Kingdom Under Fire has a great many game-play features, both on and off the field of battle. On the field, you will begin by ordering your various regiments to locations by map or just by moving the cursor over the desired area and pressing the “A” button. While en route, you can change your formation or use various abilities that you have learned. You can quickly switch to another troop by simply pulling the triggers and issuing new commands. This is where the strategy some into play. You must learn what troops are good for and position them accordingly. Your hero will command a force of infantry, and when you troops come into contact with the enemy, you seamlessly transition into the action game-play. You take control of your hero and fight face to face with your enemy using the attack buttons and creating a variety of combos or special attacks. This works flawlessly, and you can still switch back to other troops to give orders when fighting without worrying about the AI getting your hero killed, it will probably do a better job than you would. Of course you will be destined to fail unless you continue to upgrade and level yourself as well as your troops. This role-playing element requires you to gain exp. and gold on the battlefield and then upgrade when you get back to base. The leaders and the troops both will need various equipment upgrades, but only the leaders will need to spend exp. to level. This works very well, as your troop's skill is based on your leaders. The same is true on the battlefield, if you start getting whipped by elves you will notices your comrades start to die off. This innovative technique works out well and helps simplify a very complicated game.
The multi-player, which is Xbox Live only, is probably the weak point of the game if it has one. After signing on, the first thing you will have to do is create your army. Which I guarantee you will do wrong the first time, leading to your slaughter in the first match. You will also notice only a handful of servers online, and will have difficulty joining a match. However, if you have a decent connection then creating your own server is very easy and someone will join very quickly. Unfortunately, the game only supports 2 players at a time, but the option to change that is present but currently doesn’t work. This leads me to believe it may be changed with downloadable content. As far as lag, I didn’t experience any. If you pick a server with a good speed, which is displayed for you it just isn’t a problem, which is always nice. Once you get into a match, then the fun can begin, and it is very fun. It could definitely be improved with a bigger community and the ability for bigger maps with more players.
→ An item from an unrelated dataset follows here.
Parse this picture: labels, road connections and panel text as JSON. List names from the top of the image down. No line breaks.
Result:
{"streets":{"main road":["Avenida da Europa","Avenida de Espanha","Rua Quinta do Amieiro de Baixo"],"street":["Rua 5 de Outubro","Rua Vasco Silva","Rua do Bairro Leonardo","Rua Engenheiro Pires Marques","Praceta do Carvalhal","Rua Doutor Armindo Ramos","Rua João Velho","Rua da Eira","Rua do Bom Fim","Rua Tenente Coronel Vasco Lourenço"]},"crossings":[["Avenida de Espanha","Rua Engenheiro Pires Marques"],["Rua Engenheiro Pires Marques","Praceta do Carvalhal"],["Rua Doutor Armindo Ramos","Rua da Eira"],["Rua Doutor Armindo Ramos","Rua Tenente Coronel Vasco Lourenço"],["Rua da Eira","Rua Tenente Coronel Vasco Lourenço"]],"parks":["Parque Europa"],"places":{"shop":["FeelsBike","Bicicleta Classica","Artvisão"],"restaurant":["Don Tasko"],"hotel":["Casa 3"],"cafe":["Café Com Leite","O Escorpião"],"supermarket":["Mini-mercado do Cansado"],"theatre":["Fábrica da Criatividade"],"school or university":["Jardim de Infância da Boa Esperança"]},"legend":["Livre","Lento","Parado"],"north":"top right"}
Kingdom Under Fire: Crusaders is a truly unique and enjoyable experience. The graphics are nothing short of amazing, especially considering the size of the maps, and the massive number of troops on screen. The brilliant soundtrack and excellent voice acting keep the game sounding great, and the story will keep you wrapped up in this medieval fantasy world. The well-combined elements of role-playing, strategy, and action make this a game you will not want to miss out on. Kingdom Under Fire does an amazing job, and will keep you playing for many many hours with its 4 campaigns and huge replay value. If you are looking for a truly different game that is just plain fun, look no further than Kingdom Under Fire: Crusaders.